> **EXERCISE BRIEF**
The required copy runs from the first line of the material through the line containing "filter:drop-shadow(0 0 2px", exactly as written and without pictures.

--- SUPPLIED MATERIAL Enclosed Below ---

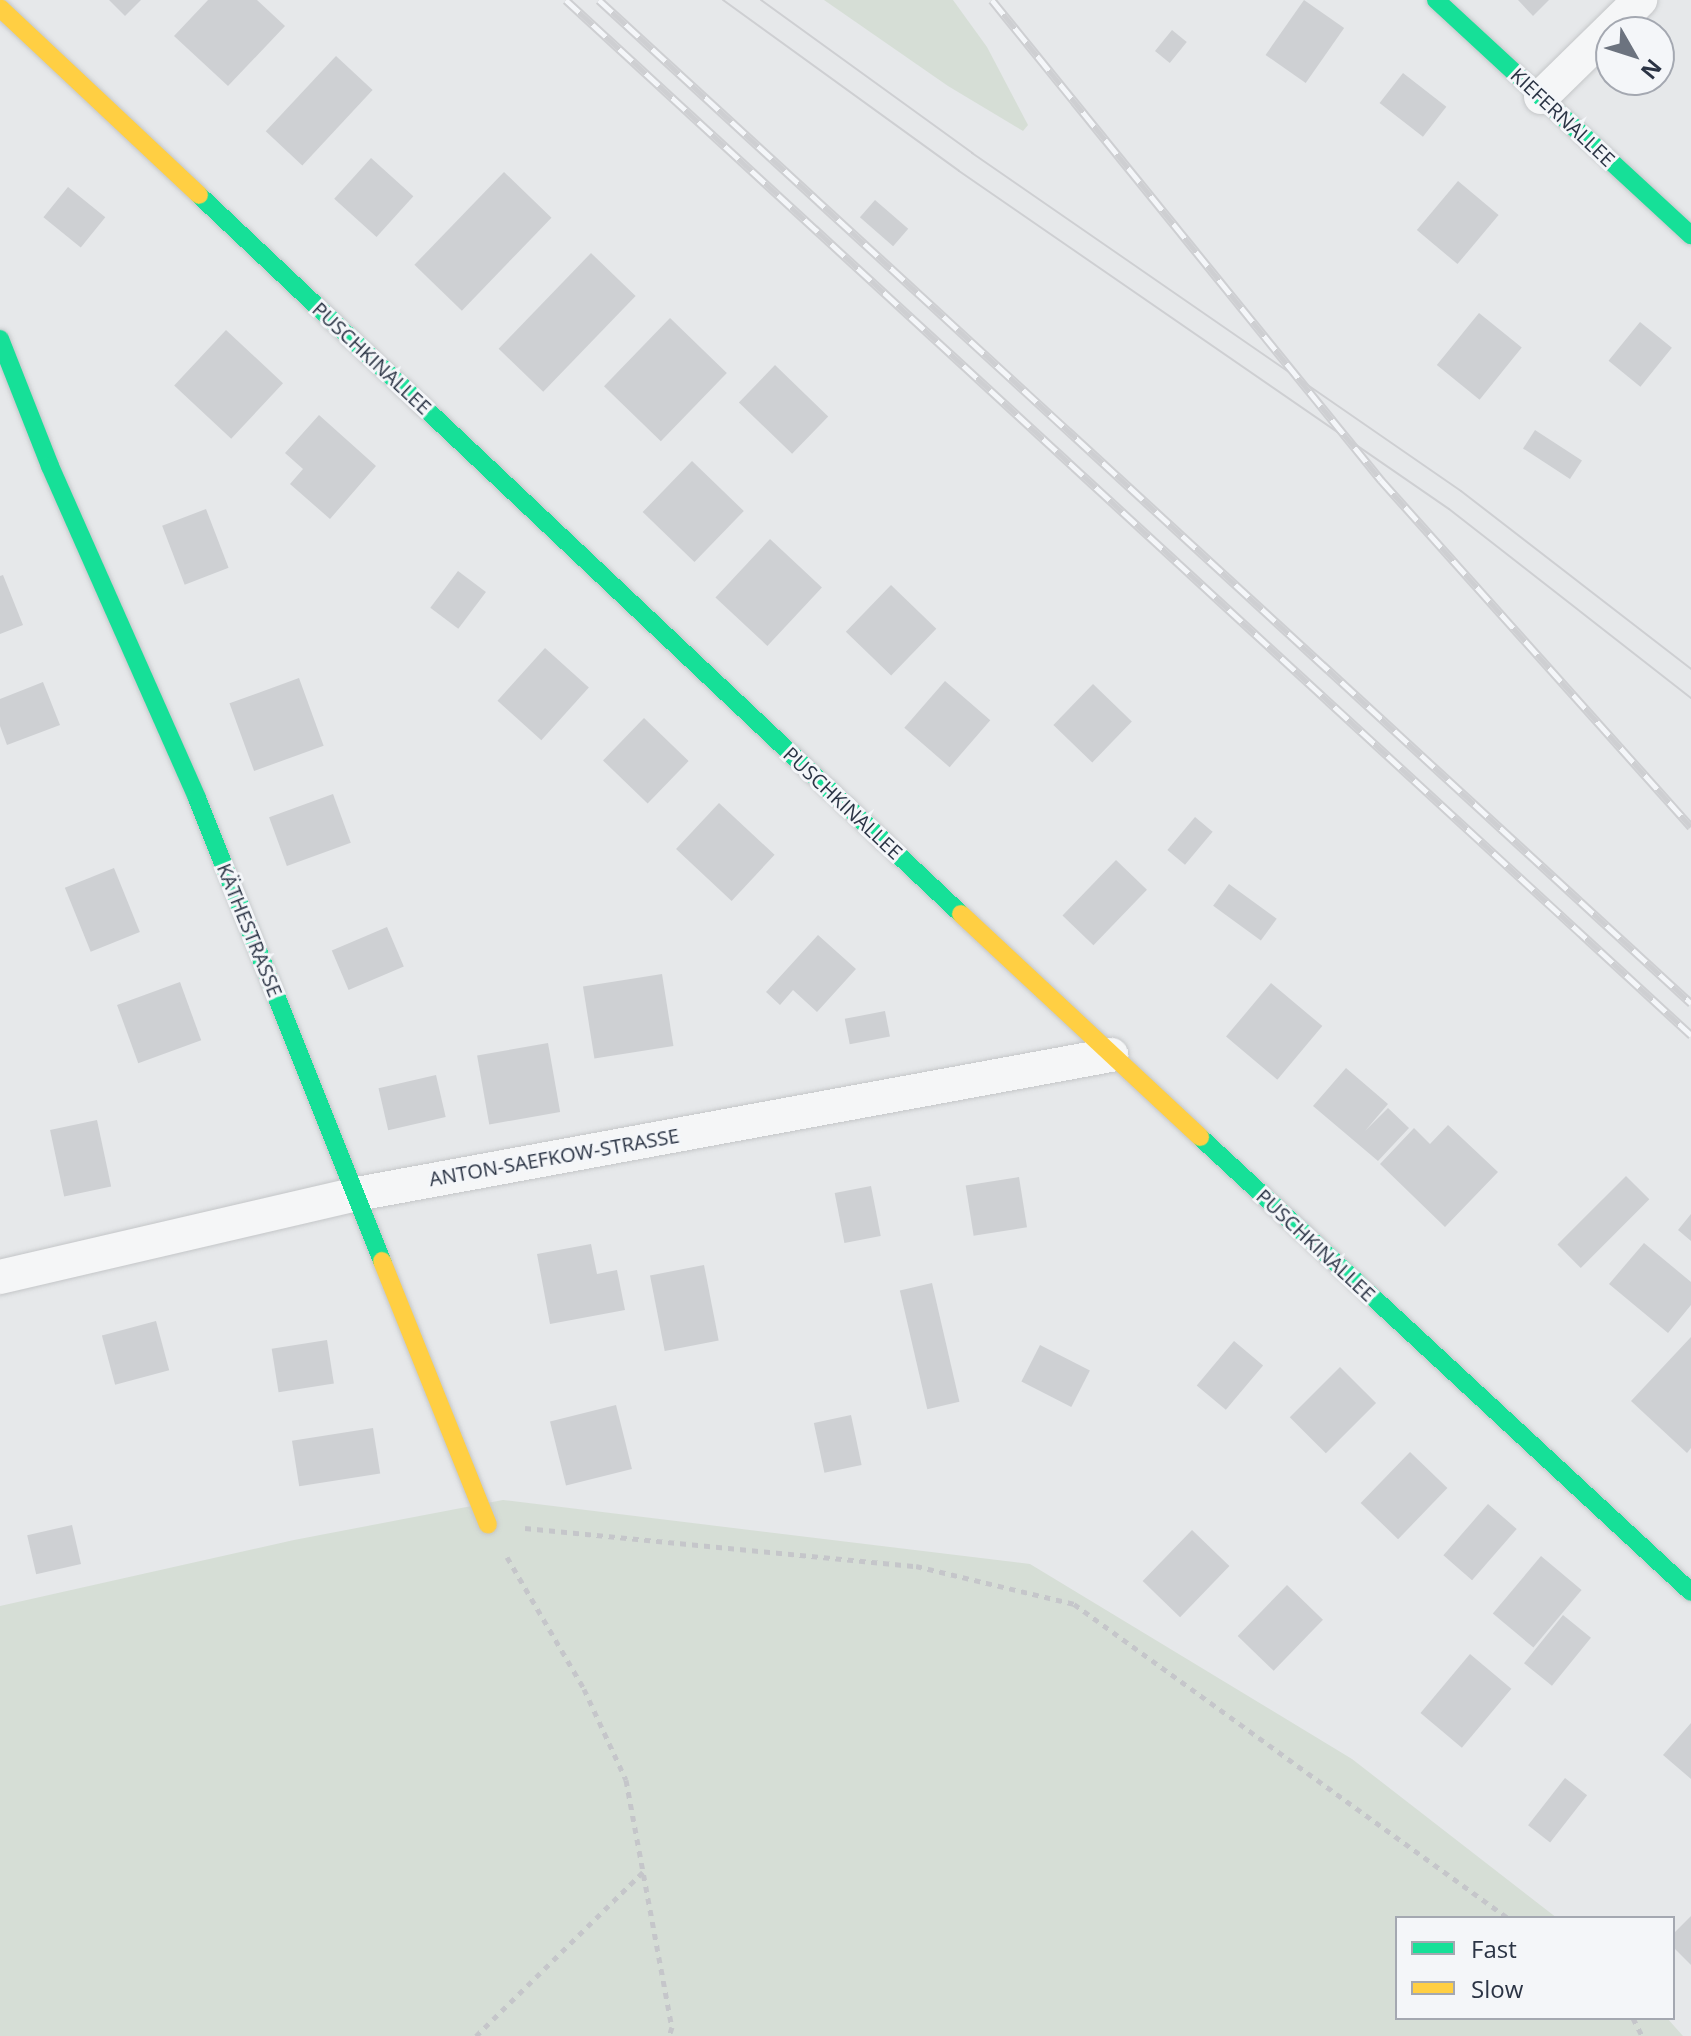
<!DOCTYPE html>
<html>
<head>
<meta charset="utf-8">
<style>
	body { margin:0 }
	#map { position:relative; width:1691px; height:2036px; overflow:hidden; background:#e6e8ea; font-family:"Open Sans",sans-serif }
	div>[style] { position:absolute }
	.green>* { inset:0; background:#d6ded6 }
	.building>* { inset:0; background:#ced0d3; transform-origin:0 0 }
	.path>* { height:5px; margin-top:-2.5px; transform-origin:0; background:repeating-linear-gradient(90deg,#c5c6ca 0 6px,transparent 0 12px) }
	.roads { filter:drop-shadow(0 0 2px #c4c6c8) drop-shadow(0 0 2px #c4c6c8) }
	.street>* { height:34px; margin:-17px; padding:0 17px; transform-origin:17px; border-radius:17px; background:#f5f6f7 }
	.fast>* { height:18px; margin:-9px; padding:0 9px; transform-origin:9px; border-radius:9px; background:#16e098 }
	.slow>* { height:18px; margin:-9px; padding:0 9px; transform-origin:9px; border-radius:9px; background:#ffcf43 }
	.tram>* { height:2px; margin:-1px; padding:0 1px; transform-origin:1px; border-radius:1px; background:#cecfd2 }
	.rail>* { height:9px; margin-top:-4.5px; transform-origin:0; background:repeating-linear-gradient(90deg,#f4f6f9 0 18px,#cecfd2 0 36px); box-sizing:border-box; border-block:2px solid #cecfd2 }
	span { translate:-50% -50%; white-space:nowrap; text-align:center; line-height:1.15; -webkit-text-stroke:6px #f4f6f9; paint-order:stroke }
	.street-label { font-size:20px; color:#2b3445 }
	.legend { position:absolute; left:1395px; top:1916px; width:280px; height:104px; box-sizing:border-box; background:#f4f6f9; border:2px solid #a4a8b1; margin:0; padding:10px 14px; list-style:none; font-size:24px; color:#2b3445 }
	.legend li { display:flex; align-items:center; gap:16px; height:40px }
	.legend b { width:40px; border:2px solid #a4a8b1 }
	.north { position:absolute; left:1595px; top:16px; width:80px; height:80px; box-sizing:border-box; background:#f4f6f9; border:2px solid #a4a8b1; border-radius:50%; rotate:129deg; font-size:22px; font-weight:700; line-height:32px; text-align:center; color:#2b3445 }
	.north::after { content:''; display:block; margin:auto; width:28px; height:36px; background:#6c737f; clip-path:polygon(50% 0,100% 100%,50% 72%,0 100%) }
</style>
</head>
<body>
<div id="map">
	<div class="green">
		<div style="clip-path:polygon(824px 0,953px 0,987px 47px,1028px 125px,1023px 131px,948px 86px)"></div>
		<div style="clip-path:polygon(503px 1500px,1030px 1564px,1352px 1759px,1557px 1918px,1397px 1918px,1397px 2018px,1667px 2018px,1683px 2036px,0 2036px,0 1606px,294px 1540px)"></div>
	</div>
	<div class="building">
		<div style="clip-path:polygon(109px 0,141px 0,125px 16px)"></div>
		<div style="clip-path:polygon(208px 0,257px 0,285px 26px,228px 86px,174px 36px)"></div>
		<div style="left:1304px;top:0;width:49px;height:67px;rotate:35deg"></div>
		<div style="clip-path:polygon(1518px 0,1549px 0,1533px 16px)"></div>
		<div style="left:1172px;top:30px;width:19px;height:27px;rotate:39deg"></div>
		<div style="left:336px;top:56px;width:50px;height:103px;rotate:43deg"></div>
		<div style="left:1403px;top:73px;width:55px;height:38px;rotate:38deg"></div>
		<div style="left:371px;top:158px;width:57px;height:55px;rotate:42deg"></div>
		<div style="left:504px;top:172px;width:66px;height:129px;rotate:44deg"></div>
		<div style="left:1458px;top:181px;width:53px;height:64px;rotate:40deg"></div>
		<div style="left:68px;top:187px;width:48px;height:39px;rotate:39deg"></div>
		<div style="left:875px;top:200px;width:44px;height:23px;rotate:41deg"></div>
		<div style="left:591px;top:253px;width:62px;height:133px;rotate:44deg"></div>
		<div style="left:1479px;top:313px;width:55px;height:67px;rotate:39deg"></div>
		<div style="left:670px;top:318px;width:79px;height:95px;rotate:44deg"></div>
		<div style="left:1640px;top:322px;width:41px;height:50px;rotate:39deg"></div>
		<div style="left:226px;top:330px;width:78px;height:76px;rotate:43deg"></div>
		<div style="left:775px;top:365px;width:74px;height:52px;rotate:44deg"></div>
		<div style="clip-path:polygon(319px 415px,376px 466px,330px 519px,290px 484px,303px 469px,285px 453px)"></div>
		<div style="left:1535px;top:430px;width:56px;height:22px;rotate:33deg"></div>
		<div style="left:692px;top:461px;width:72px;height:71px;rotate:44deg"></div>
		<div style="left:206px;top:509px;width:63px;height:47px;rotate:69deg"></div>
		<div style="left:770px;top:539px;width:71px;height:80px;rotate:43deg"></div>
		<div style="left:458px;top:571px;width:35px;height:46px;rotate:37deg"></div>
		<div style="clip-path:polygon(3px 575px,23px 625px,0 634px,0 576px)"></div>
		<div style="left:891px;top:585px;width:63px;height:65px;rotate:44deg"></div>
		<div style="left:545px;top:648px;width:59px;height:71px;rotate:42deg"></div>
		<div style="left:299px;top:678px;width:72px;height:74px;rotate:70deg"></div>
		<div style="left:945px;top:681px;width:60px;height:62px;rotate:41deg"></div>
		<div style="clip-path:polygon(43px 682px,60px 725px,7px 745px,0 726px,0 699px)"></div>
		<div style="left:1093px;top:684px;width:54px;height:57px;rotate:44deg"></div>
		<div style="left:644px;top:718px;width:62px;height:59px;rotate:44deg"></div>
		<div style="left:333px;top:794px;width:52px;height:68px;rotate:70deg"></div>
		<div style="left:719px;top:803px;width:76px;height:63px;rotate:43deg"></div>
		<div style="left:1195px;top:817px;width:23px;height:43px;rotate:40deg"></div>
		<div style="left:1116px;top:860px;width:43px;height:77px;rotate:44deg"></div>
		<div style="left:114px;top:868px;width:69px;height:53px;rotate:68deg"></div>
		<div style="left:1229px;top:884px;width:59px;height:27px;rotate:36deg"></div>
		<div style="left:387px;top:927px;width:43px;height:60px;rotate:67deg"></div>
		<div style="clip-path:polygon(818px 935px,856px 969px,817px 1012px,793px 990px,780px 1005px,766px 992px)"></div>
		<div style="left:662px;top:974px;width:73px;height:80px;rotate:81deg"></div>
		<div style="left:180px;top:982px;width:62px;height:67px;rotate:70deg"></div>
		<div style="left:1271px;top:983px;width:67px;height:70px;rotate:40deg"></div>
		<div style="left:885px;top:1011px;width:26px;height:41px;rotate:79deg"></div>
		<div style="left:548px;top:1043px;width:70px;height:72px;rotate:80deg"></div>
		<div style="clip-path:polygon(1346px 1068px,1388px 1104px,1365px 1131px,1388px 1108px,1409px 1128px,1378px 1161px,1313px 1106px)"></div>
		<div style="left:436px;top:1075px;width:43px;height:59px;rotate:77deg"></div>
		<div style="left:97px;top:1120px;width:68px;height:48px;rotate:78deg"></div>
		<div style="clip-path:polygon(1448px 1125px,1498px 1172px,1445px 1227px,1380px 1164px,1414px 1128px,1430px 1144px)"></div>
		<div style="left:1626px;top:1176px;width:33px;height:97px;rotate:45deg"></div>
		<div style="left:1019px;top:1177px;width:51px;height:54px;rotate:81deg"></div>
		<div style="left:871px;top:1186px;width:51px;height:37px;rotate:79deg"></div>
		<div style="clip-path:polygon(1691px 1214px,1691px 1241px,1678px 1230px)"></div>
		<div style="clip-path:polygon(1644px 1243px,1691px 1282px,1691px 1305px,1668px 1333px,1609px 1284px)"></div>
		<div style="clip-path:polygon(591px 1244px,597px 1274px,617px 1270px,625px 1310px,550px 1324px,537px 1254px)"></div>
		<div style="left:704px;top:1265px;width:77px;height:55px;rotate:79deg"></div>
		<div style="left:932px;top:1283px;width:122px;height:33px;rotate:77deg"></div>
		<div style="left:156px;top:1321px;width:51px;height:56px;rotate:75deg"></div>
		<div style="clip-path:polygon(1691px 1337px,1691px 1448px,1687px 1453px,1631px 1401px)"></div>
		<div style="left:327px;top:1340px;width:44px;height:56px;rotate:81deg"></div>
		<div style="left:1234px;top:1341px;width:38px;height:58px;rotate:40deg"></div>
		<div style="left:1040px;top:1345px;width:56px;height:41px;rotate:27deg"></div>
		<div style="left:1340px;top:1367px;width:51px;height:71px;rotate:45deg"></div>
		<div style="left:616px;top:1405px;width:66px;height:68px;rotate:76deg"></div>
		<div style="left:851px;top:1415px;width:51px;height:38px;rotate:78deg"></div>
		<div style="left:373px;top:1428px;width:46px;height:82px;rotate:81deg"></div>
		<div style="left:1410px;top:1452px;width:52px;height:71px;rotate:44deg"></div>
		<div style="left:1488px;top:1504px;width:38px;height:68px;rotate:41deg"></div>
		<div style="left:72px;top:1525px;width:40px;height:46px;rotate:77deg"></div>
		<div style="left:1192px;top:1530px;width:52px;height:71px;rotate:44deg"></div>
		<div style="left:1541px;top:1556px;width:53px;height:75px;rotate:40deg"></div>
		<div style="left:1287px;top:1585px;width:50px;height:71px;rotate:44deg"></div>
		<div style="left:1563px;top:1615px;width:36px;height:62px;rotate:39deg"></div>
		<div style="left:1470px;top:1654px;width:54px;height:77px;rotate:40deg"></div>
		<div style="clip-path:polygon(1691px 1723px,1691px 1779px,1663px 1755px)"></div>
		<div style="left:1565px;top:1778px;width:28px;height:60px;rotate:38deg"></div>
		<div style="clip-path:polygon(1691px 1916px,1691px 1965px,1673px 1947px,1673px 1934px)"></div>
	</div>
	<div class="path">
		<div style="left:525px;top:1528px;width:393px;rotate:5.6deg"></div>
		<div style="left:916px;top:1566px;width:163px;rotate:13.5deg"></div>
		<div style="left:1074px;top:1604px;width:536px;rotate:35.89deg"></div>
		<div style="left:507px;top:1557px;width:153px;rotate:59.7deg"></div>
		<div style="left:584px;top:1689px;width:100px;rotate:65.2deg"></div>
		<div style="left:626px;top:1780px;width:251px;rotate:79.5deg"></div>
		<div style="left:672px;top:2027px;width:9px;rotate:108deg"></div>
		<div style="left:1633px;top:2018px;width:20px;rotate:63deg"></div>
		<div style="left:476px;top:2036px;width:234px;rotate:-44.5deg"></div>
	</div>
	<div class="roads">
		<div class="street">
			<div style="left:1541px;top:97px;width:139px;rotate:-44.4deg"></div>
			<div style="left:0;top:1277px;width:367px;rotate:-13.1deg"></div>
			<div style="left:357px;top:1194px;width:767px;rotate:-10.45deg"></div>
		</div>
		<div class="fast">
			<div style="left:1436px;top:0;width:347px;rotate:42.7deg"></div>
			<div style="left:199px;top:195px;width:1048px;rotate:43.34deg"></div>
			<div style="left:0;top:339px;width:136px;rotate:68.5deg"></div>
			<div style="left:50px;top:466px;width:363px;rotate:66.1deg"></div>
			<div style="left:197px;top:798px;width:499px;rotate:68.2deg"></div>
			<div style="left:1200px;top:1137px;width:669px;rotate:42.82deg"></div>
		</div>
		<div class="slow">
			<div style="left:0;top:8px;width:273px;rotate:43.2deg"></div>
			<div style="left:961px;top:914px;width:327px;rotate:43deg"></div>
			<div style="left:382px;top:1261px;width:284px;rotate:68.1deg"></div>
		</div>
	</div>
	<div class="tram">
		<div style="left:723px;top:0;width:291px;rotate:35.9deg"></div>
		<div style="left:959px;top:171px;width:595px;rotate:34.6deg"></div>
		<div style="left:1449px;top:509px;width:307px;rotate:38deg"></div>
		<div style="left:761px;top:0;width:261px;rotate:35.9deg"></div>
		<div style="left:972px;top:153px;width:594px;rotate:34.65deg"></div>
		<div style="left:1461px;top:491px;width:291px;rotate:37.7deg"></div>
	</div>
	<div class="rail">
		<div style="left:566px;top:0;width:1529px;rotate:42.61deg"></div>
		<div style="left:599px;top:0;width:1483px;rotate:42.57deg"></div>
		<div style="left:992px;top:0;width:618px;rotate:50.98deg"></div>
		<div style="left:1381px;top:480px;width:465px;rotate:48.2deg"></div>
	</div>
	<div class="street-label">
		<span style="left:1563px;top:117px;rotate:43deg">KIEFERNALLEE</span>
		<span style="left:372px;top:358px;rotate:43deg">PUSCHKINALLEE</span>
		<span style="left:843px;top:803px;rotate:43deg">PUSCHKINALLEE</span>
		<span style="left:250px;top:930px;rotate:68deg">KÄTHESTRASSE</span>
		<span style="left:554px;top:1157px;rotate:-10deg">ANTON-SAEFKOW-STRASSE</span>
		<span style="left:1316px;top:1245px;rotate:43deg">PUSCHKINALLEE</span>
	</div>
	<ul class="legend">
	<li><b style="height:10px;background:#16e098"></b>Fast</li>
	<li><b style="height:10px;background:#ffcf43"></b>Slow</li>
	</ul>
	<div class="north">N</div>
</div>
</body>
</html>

--- End of Enclosed SUPPLIED MATERIAL ---

> **SOLUTION FOR THIS TASK**
<!DOCTYPE html>
<html>
<head>
<meta charset="utf-8">
<style>
	body { margin:0 }
	#map { position:relative; width:1691px; height:2036px; overflow:hidden; background:#e6e8ea; font-family:"Open Sans",sans-serif }
	div>[style] { position:absolute }
	.green>* { inset:0; background:#d6ded6 }
	.building>* { inset:0; background:#ced0d3; transform-origin:0 0 }
	.path>* { height:5px; margin-top:-2.5px; transform-origin:0; background:repeating-linear-gradient(90deg,#c5c6ca 0 6px,transparent 0 12px) }
	.roads { filter:drop-shadow(0 0 2px #c4c6c8) drop-shadow(0 0 2px #c4c6c8) }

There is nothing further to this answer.